A Study in Charlotte - Page 54/85

“That’s heartless,” I said, stung. All this time, had I been nothing more to her than someone to carry her bag?

“I said, I try to avoid it, do keep up.” She shut her book and fixed her lantern eyes on me. “Trust me, if Milo were involved in a murder plot, I’d find it very difficult to assist him. It’s not heartlessness if it saves lives.”

She was spoiling for a fight, but I made myself back down. I thought of the Cadbury Flake on my desk, the time she leaned over to straighten my glasses in the middle of a conversation. She was either much better or much worse at this whole caring business than she thought. “Wheatley’s getting information about the two of us somewhere, and he’s definitely watching you closely.”

“That surprises you?” she asked.

I bit back a remark about her being the center of the universe.

“Well, yes. No. I don’t know. He also seems genuinely afraid of snakes,” I said, wanting to defend him. “And genuinely concerned with what’s happening to me.”

“I’d suspect him less if he seemed indifferent,” Holmes pointed out. “Did he try to dig into your oh-so-compelling trauma?”

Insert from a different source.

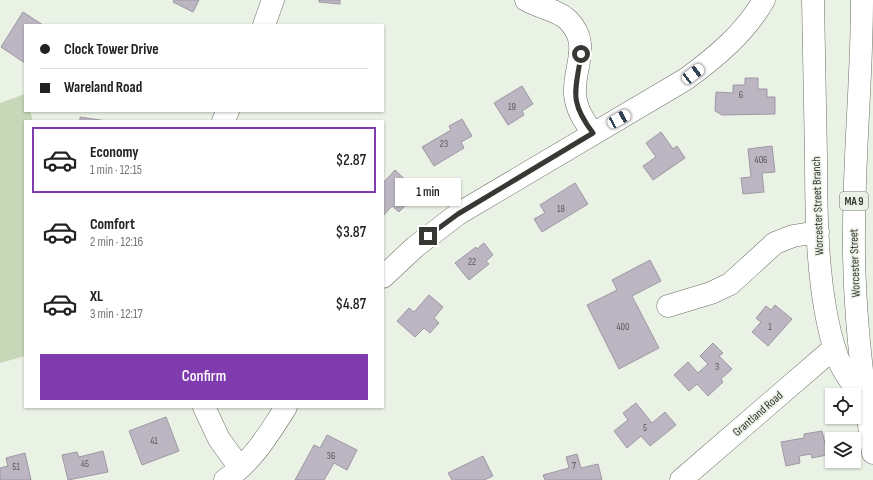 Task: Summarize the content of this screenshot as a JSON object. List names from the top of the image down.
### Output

“No.” I paused. “Well, a little. He referred me to a therapist.”

“Psychology.” She snorted. “All the same.”

I threw up my hands. “What about the other names on the suspects list? You know, the ones who aren’t Romanian royalty or pop stars. The Moriartys. What about August? Is he really dead?”

“Nothing to report.” Holmes drew on her cigarette, her eyes narrowing. “Honestly, sod all this, none of this is correct. We have the data and the access but we’ve made no progress, and I’ve smoked at least twenty of these horrible things today and I am developing a wretched dependency, just you watch, we’ll be out in the middle of some sodding field watching a perfectly captivating murder take place firsthand, and I’ll have to run off in the middle because I need to have a Lucky Strike right then or I’ll be the one doing the killing.” She stabbed out her cigarette against the love seat’s arm, and in the same gesture, lit another. I’d heard her run off on tangents before, but none this frustrated or angry.

“Then stop. Smoking.”

“Do you really want me to revert to the alternative?” she snapped.

“Maybe we should take the night off,” I said. “Go get pancakes, plan for tomorrow.”

I could have blamed myself for having wound her up in the first place, but Holmes had been itching for a confrontation from the moment I walked through the door. The look she gave me then was the one you saved for cockroaches, shoe in hand. “This is what I do. You want me to stop? You think you can talk about it like it’s a game?”

The acid in her tone ate away the last of my patience. “I’m saying that you should take a night off, not that you should abandon it completely.”

“You can’t handle the pace, then.”

“No! God, if we’re so stuck, why won’t we just call in your parents—”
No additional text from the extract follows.